6.1. Special Matrix FormsΒΆ

  • For a matrix \(A\), the diagonal elements are the elements \(A_{ij}\) where \(i=j\).

  • The off-diagonal elements are elements \(A_{ij}\) such that \(i \neq j\).

  • A diagonal is a list of entries \(A_{ij}\) such that \(i - j = k\) is a fixed integer.

  • The main diagonal or principal diagonal or primary diagonal or leading diagonal is the list of entries \(A_{ij}\) where \(i = j\).

Consider the matrix:

\[\begin{split}A &= \begin{bmatrix} 1 & 3 & 2\\ 4 & 1 & 3\\ 2 & 5 & 2 \end{bmatrix}\\\end{split}\]

  • Its main diagonal is \([1, 1, 2]\).

  • The diagonal for \(k=1\) is \([4, 5]\).
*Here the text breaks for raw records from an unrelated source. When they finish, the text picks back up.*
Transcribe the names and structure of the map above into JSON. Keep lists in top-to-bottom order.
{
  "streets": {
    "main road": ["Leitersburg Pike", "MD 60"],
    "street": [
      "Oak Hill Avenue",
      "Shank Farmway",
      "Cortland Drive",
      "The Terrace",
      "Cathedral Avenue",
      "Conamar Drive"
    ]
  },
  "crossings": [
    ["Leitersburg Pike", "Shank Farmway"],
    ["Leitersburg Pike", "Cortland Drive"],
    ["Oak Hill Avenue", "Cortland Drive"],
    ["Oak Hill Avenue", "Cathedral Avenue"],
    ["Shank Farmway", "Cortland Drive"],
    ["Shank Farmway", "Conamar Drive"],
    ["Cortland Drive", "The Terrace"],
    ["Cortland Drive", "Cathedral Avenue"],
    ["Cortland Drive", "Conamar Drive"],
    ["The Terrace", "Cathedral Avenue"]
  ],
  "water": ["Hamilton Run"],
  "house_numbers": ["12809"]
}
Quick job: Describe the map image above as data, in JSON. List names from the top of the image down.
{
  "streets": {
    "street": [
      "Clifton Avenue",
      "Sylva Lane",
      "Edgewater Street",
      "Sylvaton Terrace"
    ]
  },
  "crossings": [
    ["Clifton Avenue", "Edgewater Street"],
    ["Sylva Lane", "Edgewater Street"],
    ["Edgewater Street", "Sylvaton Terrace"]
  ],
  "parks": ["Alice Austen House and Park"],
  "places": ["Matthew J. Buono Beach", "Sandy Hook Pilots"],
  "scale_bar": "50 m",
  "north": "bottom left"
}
  • The diagonal for \(k=-1\) is \([3,3]\).

Definition

A diagonal matrix is a matrix whose off-diagonal elements are zero.

Definition

A banded matrix or a band matrix is a sparse matrix whose non-zero entries are confined to a diagonal band consisting of the main diagonal and zero or more diagonals on either side.

Definition

A bidiagonal matrix is a banded matrix with non-zero entries along the main diagonal and either the diagonal above the main diagonal or the diagonal below the main diagonal (but not both). There are exactly two non-zero diagonals.

Definition

An upper bidiagonal matrix is a bidiagonal matrix which has non-zero entries in the diagonal above the main diagonal.

Definition

A lower bidiagonal matrix is a bidiagonal matrix which has non-zero entries in the diagonal below the main diagonal.